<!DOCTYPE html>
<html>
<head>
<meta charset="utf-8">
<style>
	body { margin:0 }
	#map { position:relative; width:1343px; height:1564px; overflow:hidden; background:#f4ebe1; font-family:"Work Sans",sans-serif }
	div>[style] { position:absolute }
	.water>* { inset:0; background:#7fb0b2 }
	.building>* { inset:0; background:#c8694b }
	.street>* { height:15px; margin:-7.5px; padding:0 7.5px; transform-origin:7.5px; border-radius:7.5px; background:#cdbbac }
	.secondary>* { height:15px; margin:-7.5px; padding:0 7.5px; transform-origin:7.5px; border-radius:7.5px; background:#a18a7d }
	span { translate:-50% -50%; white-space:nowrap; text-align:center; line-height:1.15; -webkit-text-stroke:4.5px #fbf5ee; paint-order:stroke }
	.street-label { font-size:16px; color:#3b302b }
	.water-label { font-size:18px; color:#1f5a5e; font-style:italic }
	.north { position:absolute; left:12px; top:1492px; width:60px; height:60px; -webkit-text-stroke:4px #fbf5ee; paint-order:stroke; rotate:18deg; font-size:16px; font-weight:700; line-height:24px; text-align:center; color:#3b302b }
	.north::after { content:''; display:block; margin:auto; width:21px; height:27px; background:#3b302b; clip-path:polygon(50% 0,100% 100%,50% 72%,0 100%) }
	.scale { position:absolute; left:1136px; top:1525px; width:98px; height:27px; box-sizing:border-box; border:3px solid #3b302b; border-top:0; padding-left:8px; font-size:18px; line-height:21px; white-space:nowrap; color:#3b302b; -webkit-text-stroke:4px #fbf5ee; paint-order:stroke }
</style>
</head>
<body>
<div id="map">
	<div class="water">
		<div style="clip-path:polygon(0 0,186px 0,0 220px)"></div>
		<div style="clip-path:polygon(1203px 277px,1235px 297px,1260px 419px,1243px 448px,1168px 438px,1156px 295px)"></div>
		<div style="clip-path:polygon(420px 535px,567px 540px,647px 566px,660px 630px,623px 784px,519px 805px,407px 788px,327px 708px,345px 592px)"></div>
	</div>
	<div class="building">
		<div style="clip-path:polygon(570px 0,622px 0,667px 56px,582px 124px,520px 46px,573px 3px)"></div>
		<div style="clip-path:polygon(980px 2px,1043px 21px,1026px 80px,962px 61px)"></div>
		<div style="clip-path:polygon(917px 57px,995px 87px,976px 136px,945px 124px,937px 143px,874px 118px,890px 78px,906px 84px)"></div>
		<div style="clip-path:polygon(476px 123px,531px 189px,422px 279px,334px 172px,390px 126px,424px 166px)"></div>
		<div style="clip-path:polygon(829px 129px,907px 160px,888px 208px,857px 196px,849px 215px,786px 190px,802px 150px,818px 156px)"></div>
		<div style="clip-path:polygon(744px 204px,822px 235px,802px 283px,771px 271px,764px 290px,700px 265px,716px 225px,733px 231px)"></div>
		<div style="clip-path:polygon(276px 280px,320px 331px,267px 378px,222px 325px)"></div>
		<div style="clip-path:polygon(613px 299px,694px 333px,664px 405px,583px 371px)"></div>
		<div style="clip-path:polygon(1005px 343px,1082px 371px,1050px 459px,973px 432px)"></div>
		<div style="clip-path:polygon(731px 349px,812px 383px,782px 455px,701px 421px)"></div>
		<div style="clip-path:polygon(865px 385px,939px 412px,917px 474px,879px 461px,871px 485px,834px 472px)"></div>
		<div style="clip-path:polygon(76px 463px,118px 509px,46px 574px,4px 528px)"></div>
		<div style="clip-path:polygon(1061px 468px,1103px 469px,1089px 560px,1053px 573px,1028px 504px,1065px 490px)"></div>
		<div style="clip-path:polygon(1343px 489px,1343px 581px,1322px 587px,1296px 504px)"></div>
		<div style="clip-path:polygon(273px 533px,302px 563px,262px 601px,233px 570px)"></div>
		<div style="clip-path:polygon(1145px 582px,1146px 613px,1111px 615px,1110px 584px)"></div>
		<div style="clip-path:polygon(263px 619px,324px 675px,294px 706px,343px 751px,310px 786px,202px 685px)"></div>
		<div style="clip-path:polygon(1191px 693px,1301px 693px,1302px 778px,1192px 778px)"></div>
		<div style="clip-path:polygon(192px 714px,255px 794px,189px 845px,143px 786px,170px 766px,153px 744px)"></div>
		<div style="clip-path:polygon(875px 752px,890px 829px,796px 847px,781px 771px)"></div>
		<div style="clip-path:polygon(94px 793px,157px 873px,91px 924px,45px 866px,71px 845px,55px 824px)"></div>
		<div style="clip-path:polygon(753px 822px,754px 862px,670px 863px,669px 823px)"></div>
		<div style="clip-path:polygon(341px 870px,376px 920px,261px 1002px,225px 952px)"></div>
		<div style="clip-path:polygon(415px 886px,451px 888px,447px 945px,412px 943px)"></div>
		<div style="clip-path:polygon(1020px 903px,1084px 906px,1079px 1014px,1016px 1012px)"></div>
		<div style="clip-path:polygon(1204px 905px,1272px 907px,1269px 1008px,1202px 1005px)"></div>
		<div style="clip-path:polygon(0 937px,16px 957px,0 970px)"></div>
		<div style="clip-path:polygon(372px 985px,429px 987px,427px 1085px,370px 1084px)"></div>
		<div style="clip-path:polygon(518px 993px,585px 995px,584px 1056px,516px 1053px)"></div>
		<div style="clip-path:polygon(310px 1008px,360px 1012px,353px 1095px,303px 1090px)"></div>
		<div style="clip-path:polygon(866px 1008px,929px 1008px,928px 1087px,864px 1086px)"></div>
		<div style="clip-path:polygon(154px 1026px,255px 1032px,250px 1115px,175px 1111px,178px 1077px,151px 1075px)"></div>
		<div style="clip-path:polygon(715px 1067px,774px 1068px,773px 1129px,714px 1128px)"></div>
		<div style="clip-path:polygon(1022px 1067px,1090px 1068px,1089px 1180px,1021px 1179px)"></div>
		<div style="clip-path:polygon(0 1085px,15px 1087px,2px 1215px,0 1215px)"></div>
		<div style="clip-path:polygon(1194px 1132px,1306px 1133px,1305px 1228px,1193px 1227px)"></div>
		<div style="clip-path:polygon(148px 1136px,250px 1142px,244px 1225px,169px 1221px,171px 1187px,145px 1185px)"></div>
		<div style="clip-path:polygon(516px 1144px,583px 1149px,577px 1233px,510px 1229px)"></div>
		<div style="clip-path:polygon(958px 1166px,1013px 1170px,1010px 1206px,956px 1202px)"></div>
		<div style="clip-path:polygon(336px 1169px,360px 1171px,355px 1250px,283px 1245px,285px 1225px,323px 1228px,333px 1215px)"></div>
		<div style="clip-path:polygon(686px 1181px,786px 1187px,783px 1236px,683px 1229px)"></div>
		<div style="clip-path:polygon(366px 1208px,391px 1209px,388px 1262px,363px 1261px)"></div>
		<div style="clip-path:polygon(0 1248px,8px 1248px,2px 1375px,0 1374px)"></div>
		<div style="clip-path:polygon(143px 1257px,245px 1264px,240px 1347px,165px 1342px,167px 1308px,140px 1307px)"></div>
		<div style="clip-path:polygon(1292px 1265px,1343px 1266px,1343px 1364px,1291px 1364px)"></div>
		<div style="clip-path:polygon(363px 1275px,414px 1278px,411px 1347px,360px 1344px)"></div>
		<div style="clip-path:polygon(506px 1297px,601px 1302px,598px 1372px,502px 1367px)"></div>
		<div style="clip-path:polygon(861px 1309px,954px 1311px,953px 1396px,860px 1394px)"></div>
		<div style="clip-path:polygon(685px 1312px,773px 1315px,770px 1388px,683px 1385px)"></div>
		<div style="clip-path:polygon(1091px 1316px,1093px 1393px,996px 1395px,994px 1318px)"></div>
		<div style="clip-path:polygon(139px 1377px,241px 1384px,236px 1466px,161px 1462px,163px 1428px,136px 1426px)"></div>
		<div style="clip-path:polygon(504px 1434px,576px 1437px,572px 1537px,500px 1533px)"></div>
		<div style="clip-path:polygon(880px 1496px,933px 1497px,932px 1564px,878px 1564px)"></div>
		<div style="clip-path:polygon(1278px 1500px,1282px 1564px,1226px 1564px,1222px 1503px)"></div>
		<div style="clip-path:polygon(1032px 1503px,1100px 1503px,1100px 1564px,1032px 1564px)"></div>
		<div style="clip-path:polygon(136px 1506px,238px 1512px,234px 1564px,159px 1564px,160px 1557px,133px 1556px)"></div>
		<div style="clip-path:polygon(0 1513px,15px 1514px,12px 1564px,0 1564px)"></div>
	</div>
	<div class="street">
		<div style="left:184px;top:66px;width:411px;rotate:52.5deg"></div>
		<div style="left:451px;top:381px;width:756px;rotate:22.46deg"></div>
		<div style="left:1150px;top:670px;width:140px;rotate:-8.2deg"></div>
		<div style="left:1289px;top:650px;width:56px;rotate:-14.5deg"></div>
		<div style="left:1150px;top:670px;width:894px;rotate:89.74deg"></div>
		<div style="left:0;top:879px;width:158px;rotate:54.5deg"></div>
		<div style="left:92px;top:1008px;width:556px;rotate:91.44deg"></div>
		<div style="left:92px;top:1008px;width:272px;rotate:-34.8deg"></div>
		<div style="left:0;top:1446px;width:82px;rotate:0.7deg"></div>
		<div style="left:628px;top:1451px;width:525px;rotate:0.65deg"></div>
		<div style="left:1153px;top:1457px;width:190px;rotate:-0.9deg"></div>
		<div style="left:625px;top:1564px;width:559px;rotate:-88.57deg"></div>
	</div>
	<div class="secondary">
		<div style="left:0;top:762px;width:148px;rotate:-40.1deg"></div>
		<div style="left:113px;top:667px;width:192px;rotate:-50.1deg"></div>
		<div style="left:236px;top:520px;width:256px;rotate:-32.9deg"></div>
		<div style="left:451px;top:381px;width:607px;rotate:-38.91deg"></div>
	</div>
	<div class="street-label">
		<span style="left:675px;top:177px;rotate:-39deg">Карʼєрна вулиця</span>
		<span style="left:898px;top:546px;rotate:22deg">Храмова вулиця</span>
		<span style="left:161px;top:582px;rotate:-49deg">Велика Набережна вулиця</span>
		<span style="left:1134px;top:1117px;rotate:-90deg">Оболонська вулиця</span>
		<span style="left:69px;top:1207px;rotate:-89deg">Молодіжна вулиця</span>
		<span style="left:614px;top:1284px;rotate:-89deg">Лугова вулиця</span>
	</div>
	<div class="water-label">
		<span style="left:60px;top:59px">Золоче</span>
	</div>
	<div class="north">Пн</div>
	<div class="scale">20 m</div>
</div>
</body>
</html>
* * *
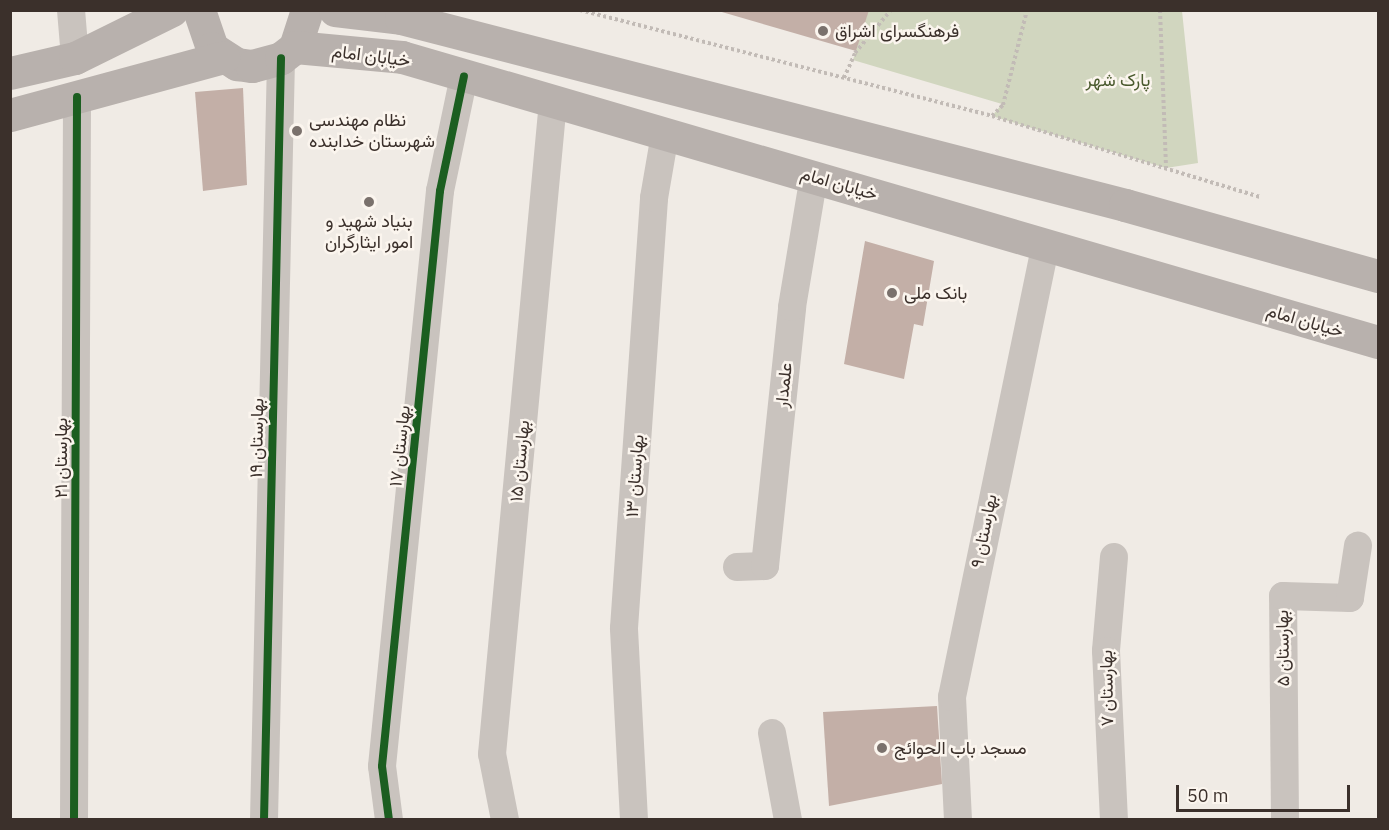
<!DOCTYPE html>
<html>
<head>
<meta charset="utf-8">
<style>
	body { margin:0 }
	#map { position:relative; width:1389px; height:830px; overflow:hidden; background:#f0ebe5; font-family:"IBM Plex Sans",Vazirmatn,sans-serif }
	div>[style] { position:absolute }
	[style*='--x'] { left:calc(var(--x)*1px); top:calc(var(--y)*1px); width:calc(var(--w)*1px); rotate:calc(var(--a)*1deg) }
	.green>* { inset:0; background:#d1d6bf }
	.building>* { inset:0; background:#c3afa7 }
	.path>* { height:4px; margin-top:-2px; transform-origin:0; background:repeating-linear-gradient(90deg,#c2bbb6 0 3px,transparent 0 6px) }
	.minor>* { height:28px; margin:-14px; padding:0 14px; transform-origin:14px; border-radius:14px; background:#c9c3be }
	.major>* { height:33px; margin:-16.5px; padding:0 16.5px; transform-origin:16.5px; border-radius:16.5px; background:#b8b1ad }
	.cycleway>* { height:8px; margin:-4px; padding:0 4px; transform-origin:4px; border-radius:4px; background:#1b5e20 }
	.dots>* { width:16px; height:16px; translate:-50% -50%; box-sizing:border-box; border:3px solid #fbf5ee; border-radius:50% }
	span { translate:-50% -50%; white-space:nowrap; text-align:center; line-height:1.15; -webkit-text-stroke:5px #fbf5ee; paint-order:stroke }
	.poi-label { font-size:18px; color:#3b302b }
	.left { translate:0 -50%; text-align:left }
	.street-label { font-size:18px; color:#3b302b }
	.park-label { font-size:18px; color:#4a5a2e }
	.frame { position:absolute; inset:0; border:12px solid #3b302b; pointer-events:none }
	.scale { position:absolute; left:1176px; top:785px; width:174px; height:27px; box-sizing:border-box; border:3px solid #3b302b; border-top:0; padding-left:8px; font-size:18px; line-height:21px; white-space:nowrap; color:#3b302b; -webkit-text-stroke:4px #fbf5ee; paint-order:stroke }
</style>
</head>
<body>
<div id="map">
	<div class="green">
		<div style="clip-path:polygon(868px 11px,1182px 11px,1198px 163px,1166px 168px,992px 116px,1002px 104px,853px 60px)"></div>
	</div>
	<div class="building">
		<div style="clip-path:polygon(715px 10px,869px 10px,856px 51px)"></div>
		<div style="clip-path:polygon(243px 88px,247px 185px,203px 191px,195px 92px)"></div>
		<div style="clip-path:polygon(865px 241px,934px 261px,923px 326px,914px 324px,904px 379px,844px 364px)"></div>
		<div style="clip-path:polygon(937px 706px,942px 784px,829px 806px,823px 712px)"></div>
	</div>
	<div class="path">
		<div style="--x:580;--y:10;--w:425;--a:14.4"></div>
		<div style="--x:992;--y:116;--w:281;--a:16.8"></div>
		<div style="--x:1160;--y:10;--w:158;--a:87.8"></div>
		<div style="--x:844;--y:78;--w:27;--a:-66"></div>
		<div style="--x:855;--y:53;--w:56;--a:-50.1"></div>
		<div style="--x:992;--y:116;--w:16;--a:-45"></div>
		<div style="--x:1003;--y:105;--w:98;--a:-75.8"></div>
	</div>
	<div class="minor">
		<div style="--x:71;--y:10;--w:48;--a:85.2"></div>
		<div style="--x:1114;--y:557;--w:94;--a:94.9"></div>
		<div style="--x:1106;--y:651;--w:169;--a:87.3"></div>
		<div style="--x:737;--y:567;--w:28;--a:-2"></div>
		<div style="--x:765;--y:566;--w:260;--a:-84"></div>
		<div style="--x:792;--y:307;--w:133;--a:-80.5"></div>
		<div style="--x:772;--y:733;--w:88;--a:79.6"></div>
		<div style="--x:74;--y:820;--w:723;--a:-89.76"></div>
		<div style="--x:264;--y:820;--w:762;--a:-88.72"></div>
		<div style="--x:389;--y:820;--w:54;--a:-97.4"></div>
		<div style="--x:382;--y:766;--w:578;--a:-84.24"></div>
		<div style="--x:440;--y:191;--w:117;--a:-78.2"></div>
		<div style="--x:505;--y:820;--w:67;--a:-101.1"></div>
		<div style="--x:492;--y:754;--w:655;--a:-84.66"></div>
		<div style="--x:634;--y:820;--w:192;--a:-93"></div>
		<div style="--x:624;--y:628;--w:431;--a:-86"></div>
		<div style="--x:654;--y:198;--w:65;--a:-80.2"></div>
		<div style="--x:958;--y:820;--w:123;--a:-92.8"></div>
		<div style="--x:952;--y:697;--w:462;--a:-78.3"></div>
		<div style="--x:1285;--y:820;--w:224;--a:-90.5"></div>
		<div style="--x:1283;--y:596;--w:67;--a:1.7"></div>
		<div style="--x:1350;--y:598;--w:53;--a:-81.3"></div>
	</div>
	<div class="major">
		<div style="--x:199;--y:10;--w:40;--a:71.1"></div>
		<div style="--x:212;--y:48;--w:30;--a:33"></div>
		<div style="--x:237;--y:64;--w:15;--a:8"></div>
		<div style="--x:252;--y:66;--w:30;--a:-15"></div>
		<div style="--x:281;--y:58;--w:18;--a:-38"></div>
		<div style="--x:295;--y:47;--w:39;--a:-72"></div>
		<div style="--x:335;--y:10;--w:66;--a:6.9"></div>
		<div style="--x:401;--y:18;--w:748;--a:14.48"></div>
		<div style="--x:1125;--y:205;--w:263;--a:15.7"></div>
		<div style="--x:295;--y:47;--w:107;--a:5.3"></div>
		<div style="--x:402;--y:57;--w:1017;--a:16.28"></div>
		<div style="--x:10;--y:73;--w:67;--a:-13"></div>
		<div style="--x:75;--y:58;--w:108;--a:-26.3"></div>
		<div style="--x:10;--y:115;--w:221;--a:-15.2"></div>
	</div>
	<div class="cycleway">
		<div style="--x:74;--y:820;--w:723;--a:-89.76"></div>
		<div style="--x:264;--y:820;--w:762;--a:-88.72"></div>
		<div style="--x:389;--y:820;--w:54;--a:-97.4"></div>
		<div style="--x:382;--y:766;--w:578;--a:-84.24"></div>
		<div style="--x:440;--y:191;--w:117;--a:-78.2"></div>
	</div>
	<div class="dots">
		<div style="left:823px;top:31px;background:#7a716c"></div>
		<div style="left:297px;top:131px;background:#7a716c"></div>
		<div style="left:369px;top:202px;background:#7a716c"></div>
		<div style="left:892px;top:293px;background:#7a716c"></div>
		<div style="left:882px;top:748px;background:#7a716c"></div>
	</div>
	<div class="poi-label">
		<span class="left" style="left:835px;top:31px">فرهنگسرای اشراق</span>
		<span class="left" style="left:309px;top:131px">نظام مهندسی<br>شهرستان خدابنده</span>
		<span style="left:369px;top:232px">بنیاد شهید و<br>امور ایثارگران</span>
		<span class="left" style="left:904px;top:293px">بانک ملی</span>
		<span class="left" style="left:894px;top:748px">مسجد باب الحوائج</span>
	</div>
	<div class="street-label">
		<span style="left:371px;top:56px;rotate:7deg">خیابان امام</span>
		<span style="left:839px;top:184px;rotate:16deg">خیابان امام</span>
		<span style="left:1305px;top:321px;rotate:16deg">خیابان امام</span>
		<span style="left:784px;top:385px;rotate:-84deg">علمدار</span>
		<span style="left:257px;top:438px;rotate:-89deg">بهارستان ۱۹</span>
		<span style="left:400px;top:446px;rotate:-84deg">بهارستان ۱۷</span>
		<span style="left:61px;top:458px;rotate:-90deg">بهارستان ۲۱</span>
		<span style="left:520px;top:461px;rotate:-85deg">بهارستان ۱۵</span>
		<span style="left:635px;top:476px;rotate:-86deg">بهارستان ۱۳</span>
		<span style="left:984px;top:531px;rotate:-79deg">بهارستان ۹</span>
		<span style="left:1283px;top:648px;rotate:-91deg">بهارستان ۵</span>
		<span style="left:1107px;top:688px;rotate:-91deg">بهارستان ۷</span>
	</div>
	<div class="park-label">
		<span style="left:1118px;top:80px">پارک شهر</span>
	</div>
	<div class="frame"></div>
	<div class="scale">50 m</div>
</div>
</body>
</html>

TRY IT: Return every line of the data above in which "family" appears.

ANSWER SPACE:
	#map { position:relative; width:1343px; height:1564px; overflow:hidden; background:#f4ebe1; font-family:"Work Sans",sans-serif }
	#map { position:relative; width:1389px; height:830px; overflow:hidden; background:#f0ebe5; font-family:"IBM Plex Sans",Vazirmatn,sans-serif }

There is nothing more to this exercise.